A recent study has linked global warming to depleting food sources as scientists claimed different species of potatoes, coffee and cacao plants faced the risk of extinction due to rising temperatures.
Up to 22 percent of wild potato species were predicted to become extinct by 2055 due to climate change and misuse of pesticide. In Ghana and Ivory Coast, where the raw ingredient for 70 percent of world's chocolate is grown, cacao trees will not be able to survive as temperatures rise by 2 degrees centigrade over the next 40 years, the study claimed.
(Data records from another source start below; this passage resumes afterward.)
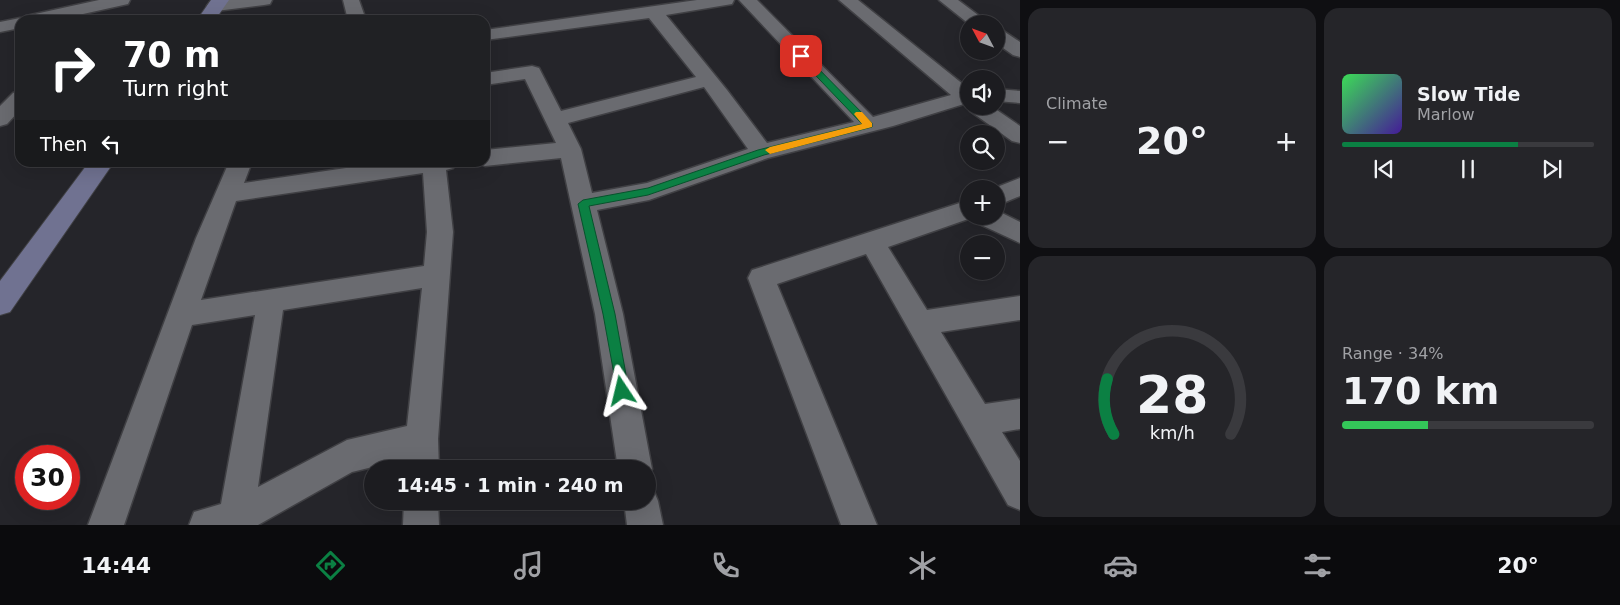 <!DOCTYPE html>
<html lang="en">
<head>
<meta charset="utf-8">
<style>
	:root { --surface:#1c1c20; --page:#252529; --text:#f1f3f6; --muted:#a0a1a5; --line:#3a3a3e; --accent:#0b8043 }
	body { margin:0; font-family:"DejaVu Sans",sans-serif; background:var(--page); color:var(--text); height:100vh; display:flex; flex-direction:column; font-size:19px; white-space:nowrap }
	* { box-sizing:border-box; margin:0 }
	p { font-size:16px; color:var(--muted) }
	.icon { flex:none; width:28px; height:28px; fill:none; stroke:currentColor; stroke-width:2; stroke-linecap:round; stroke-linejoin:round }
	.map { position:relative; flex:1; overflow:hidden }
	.sheet { display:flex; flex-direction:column; gap:8px; padding:8px; background:#0f0f12; width:600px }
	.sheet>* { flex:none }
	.hud { position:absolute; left:15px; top:15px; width:475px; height:152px; border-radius:15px; box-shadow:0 5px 20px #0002,0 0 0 1px var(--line); background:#202124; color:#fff; overflow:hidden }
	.needle { width:32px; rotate:311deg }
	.buttons { position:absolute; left:960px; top:15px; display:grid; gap:10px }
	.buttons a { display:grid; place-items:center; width:45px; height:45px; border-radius:50%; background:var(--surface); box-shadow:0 5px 20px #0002,0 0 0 1px var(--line); font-size:25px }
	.speed { position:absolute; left:15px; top:445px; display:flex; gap:10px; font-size:25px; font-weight:700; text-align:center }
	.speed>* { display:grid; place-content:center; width:65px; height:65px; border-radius:50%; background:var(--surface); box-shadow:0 5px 20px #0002,0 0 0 1px var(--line); line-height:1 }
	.speed .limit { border:8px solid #d22; background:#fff; color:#111 }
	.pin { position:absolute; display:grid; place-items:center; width:42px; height:42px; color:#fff; margin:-21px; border-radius:10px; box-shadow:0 2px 8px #0006 }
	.me { position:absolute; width:55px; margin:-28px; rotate:350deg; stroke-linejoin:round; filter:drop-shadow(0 0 4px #0008) }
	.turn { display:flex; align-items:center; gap:18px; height:105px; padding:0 25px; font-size:22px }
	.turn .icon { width:65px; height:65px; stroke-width:2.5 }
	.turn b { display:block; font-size:35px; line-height:42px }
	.then { display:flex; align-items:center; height:48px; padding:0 25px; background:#0003; gap:10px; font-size:19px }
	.big { font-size:38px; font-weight:600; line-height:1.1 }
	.sheet .card { flex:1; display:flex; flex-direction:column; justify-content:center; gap:8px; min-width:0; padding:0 18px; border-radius:15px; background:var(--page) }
	.sheet .dial { align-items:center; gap:0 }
	.dial svg { height:130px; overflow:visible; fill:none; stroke:var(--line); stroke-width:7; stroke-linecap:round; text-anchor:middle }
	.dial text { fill:var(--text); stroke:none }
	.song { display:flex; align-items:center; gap:15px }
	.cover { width:60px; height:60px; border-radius:8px; background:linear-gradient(135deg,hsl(130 70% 55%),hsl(260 70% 35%)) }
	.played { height:5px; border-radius:2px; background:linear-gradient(90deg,var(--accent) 70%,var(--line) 70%) }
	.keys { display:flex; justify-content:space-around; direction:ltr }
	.heat { display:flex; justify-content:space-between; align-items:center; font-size:28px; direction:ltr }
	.charge { height:8px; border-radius:4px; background:linear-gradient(90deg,#34c759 34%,var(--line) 0) }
	.sheet .tiles { flex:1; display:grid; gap:8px; grid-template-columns:repeat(2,1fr) }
	.trip { position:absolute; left:364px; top:460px; width:292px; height:50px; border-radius:25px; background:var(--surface); box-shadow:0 5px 20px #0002,0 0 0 1px var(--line); font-weight:600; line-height:50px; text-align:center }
	.dock { display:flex; height:80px; justify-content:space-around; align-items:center; background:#0b0b0d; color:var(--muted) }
	.dock .icon { width:35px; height:35px }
	.dock .active { color:var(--accent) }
	.dock b { font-size:22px; color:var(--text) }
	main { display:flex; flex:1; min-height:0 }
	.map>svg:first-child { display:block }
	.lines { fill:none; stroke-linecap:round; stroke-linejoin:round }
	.street-casing { stroke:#404044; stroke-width:3 }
	.secondary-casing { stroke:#404044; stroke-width:2 }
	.street { fill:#6a6b70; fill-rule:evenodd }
	.secondary { fill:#707291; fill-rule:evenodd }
	.route { fill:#0b8043; stroke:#07532c }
	.slow { fill:#f59e0b }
</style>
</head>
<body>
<main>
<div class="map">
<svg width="1020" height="525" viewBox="0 0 1020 525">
	<rect width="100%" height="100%" fill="#25252a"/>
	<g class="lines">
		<g class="street-casing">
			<path id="street" d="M99 0H130L128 4 56 20H20V28L0 32V22L20 18 24 19 26 16Z
				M223 0H272L270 4 264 5 216 11 210 10 207 6 210 2Z
				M343 0H359L366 20H348Z
				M697 0H734L732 4 666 15 727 90 767 143 854 122 739 0H757L873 117 951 95 839 0H858L969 89V106H991L1020 126V143L1012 141 970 111 967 105 964 104 893 126 768 158 649 200 597 210 623 314 652 469 648 479V469H618L595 314 561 158 485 166 476 162H485V150L556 143 525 79 485 85V73L532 66 539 68 561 111 696 77 649 18 485 40V30ZM704 87 748 149 647 183 592 193 581 149 568 123Z
				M939 0H958L990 24H969Z
				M996 29 1002 30 1020 42V57L1013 55 996 43Z
				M996 89 1020 91V103L996 101Z
				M20 91V110L7 124 0 126V106L13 93Z
				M229 162H252L244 183 387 162H456L453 168 446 170 453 232 438 439 439 469H405V459L352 472 258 525H189L194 512 221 504 255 315 192 325 124 525H88L196 238ZM423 173 427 232 424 266 201 300 236 201ZM422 288 407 426 347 440 258 487 283 310Z
				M1020 178V196L996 206V189H992Z
				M969 200V216H996V210L1020 222V243L977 223 974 217 888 247 927 310 1020 296V320L941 332 985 404 1020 399V429L1002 432 1020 461V510L1008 505 866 254 777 284 877 525H841L748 278 752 270Z
				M648 486 653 489 658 501 663 525H627L624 501H648Z
				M404 501H438L439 525H403Z"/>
		</g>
		<g class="secondary-casing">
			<path id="secondary" d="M211 0H229L215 20H197Z
				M89 162H114L10 312 0 315V281Z"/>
		</g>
		<use href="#street" class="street"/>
		<use href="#secondary" class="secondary"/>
	</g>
	<path class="route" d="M798 54H804L872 123V127L764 155 648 195 589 206 615 314 629 391 627 396 622 398 618 396 603 314 578 204 583 200 648 188 758 150 862 124 798 57Z"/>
	<path class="slow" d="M856 112H862L872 123V127L770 154 765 150 770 147 862 124 854 114Z"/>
</svg>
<div class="buttons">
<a><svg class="needle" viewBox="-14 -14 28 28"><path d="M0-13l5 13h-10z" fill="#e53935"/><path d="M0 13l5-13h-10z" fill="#a0a1a5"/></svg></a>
<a><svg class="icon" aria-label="sound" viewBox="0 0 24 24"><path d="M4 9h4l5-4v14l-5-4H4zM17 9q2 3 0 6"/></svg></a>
<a><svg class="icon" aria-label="search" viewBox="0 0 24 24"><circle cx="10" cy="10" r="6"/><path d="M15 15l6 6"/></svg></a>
<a>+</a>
<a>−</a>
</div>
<div class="speed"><div class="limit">30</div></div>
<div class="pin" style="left:801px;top:56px;background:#d93025"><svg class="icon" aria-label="arrive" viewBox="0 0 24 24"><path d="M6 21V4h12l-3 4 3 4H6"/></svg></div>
<svg class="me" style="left:622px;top:391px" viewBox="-20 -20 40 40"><path d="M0-17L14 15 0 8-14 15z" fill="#0b8043" stroke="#fff" stroke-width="4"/></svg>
<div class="trip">14:45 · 1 min · 240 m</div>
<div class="hud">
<div class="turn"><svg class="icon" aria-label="right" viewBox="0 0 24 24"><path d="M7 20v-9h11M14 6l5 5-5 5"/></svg><div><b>70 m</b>Turn right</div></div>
<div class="then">Then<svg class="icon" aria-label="left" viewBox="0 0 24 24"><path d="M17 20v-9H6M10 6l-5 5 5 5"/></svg></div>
</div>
</div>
<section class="sheet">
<div class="tiles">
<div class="card"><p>Climate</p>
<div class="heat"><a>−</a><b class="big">20°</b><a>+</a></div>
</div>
<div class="card">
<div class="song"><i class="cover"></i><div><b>Slow Tide</b><p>Marlow</p></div></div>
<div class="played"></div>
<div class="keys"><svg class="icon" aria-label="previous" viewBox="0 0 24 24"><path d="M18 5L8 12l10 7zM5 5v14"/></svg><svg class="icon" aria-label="pause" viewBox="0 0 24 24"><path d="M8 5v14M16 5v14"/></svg><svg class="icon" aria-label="next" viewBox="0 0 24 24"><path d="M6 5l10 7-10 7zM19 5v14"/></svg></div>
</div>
<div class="card dial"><svg viewBox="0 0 100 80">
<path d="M14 69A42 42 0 1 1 86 69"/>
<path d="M14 69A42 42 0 0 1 10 35" stroke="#0b8043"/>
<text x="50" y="56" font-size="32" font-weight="700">28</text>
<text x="50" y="72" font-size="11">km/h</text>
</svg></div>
<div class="card"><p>Range · 34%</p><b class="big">170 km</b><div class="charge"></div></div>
</div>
</section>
</main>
<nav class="dock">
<b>14:44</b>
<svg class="icon active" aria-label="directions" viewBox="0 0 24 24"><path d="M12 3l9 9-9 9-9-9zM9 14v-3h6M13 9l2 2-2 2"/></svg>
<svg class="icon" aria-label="music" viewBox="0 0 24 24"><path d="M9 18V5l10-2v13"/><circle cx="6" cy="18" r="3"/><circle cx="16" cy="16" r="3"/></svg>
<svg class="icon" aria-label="phone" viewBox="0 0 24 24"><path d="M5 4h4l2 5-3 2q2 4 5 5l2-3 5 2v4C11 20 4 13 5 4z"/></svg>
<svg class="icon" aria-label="climate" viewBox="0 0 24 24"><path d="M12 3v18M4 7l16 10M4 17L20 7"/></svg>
<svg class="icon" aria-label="car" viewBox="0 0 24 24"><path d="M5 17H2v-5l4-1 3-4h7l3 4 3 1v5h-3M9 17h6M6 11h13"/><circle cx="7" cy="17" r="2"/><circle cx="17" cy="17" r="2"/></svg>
<svg class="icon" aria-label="filters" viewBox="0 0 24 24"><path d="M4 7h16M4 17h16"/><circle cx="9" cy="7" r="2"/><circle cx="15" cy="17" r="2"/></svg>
<b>20°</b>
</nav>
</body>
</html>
Bioversity International, a group of expert scientists, has said that the "sixth mass extinction" was already under way and a total of 940 animal and plant species were facing extinction worldwide.
"Huge proportions of plant and animal species that form the foundation of our food supply are just as endangered [as wildlife] and are getting almost no attention," Ann Tutwiler, director general of Bioversity International, wrote in an article for the British daily Guardian.
Cacao trees only grow in certain countries and they can easily be affected by diseases. Moreover, due to unexpected weather conditions this year, the cacao harvest in Ivory Coast and Jamaica were reportedly low.
Cacao and potatoes might be the first food crops to be affected by global warming.
Meanwhile, about 33 percent of the world's farmland was estimated to be degraded, lacking the nutrients essential for growing crops.